> TASK TO COMPLETE
Among the entries, which lines carry the string "worn"? Copy every one.

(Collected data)
○ ○ ○

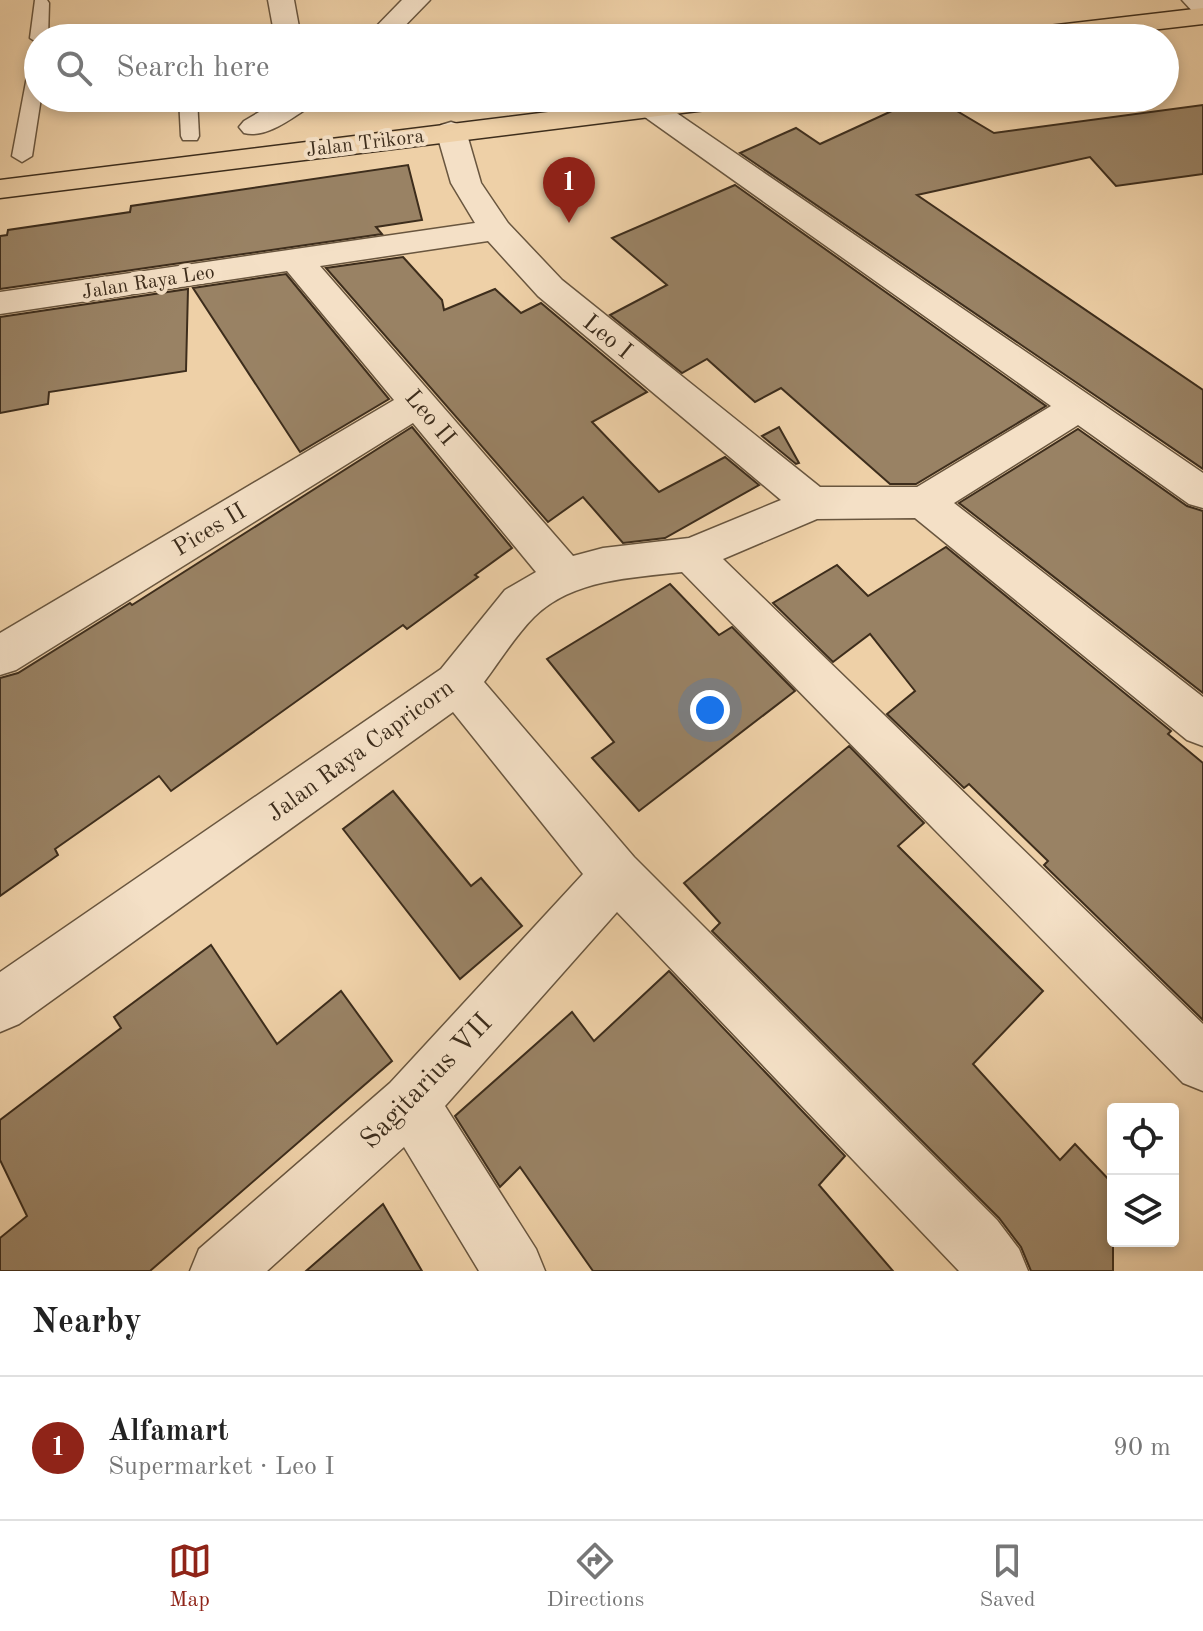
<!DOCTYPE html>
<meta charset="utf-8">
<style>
body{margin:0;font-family:"Old Standard TT",serif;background:#f2f2f2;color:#222}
.controls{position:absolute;right:24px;bottom:24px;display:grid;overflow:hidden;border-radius:8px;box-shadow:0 4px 12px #0003}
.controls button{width:72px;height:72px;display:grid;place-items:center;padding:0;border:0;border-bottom:2px solid #e0e0e0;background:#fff;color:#222;font:40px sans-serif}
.you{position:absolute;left:710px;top:710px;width:28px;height:28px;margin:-20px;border:6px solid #fff;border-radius:50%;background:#1a73e8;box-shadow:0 0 0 12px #1a73e833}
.badge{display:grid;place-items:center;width:52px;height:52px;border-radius:50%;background:#8f2418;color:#fff;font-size:26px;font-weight:700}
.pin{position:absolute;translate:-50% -66px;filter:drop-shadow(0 2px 4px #0008)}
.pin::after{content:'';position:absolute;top:42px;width:28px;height:24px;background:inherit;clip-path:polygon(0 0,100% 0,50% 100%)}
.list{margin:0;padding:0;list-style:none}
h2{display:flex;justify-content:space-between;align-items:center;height:104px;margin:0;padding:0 32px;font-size:34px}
h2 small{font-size:26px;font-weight:400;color:#767676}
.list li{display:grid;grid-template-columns:52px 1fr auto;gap:24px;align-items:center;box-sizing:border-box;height:144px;padding:0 32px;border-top:2px solid #e0e0e0}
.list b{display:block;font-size:30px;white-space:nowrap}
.list p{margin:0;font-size:26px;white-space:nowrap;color:#767676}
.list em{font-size:26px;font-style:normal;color:#767676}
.icon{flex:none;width:44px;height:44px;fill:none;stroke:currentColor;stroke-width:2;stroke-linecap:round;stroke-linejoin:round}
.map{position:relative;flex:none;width:1203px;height:1271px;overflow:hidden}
.search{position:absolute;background:#fff;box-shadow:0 4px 12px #0003;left:24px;right:24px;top:24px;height:88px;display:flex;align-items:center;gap:20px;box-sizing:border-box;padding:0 28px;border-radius:44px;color:#767676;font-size:30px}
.sheet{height:248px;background:#fff}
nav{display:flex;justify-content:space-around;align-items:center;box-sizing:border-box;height:112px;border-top:2px solid #e0e0e0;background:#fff;font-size:22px;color:#767676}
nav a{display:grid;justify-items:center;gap:4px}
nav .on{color:#8f2418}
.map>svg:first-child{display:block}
</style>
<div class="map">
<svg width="1203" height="1271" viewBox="0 0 1203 1271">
<rect width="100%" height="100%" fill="#eed0a7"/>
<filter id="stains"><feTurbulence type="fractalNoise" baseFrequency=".0025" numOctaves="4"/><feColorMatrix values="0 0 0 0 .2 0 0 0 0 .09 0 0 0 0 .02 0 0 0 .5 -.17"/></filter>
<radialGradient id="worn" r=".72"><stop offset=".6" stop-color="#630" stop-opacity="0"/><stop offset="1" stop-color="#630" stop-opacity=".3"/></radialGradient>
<g fill="#998264" stroke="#3d2d1c" stroke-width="2">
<path d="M920,98H935L994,133L1203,105V174L1116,186L1090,157L917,195L1203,390V469L740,153L796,128L820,144Z"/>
<path d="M408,165L422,220L376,227L382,234L0,289V236L7,235L8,230L130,212L131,206Z"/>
<path d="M735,185L1046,406L916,484H890L781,388L755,402L707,359L682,373L610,315L667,285L612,238Z"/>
<path d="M403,257L442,300L444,310L495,289L521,313L541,303L647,392L592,422L659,492L725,457L759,485L665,538L623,543L583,497L548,522L326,268Z"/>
<path d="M286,274L389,399L300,452L193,288Z"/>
<path d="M188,289L186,371L49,392L48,404L0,413V317Z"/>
<path d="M412,427L512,548L475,575L478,577L407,629L403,625L171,791L159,776L55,849L58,855L0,896V678L18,673L130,603L132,605Z"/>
<path d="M779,427L799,463L796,464L762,436Z"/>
<path d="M1078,429L1187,506L1203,511V693L959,503Z"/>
<path d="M946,547L1171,731L1168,734L1203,763V1020L1044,865L1048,861L969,784L964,788L887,714L915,691L870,634L833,662L773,603L837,565L868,596Z"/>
<path d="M670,584L719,635L732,627L795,691L639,811L592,758L614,742L547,659Z"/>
<path d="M849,746L924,823L898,846L1043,991L973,1064L1060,1160L1075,1144L1113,1184V1271H1031L1021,1247L999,1218L712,931L720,923L684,883Z"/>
<path d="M393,791L471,886L481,878L522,926L460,979L343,829Z"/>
<path d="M211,945L277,1044L341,991L392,1061L150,1271H0V1238L27,1216L0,1160V1120L121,1028L114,1017Z"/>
<path d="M669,971L845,1156L819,1185L893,1271H593L520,1167L500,1187L455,1116L572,1012L594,1041Z"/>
<path d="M383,1204L422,1271H306Z"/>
</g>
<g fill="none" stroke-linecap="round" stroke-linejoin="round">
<g stroke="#69563f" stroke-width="3">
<g id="service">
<path d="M35,0H47L49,3L48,38H38V43L30,38Z"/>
<path d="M38,61V98H41L32,156L22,162L12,156L29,66Z"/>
<path d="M179,98H197L199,136L197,140H183L181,136Z"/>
</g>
</g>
<g stroke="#69563f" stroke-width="3">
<g id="minor">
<path d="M268,0H294L301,38H275Z"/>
<path d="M1182,0H1203V16L1194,13Z"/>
<path d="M652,100L662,103L1203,473V508L1189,504L1078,425L954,503L1203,697V746L1187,740L915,518L817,519L723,559L1203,1024V1091L1183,1083L682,572C632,578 572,579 534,617C515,636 500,661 484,682L634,857L997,1220L1019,1249L1028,1271H959L617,912L445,1106L536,1249L545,1271H479L404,1147L267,1271H190L199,1249L390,1083L583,874L453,712L19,1024L0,1032V972L441,669L505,590L536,572L413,423L16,670L0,675V633L394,400L287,271L0,314V292L475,223L451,183L436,131L441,125L451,122L461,125L466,131L481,183L508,223L562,280L820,487H917L1051,406L642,115L638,109L642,103ZM488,241L538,296L781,500L689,538L603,548L573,556L320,266Z"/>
</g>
</g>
<g stroke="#69563f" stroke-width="3">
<g id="tertiary">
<path d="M402,0H430L393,38H365Z"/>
<path d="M283,98H318L314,104C294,116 268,139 244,133L239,127L244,121Z"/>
</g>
</g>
<g stroke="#3d2d1c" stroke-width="3">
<g id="primary">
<path d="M1203,8V24L1082,38H1001L1005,32L1014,30Z"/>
<path d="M661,98H744L740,104L730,107L0,198V180Z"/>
</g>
</g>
<use href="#service" fill="#f4e0c6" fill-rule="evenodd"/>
<use href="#minor" fill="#f4e0c6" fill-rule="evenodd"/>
<use href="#tertiary" fill="#f4e0c6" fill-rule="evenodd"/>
<use href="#primary" fill="#eed0a7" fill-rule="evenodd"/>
</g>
<g text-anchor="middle" stroke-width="8" stroke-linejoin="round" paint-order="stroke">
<g font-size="20" fill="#3d2d1c" stroke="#f4e0c6">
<text transform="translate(365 142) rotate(-7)" y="7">Jalan Trikora</text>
<text transform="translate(148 281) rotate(-9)" y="7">Jalan Raya Leo</text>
</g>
<g font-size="24" fill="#3d2d1c" stroke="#f4e0c6">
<text transform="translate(608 336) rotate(39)" y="8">Leo I</text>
<text transform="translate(431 417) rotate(50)" y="8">Leo II</text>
<text transform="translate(209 529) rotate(-31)" y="8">Pices II</text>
<text transform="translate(360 750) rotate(-36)" y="8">Jalan Raya Capricorn</text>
</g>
<g font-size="28" fill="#3d2d1c" stroke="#f4e0c6">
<text transform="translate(425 1080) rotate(-46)" y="10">Sagitarius VII</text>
</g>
</g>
<rect width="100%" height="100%" filter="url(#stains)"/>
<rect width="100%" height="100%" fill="url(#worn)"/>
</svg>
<div class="controls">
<button><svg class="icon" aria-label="locate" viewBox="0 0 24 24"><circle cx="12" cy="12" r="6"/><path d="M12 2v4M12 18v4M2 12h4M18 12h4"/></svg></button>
<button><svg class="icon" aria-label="layers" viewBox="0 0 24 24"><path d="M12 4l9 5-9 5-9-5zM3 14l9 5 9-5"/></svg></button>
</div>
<div class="you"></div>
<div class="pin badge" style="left:569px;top:223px">1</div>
<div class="search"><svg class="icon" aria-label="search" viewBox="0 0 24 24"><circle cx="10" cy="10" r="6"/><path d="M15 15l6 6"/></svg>Search here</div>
</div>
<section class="sheet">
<h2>Nearby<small></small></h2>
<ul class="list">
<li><span class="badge">1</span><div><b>Alfamart</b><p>Supermarket · Leo I</p></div><em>90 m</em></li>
</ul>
</section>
<nav>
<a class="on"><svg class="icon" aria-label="map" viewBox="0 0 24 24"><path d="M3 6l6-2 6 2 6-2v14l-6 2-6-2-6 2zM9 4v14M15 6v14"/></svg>Map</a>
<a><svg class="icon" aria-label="directions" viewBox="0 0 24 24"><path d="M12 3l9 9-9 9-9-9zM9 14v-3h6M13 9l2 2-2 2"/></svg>Directions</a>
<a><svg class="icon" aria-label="saved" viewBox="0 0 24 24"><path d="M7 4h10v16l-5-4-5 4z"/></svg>Saved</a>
</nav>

○ ○ ○

> SOLUTION
<radialGradient id="worn" r=".72"><stop offset=".6" stop-color="#630" stop-opacity="0"/><stop offset="1" stop-color="#630" stop-opacity=".3"/></radialGradient>
<rect width="100%" height="100%" fill="url(#worn)"/>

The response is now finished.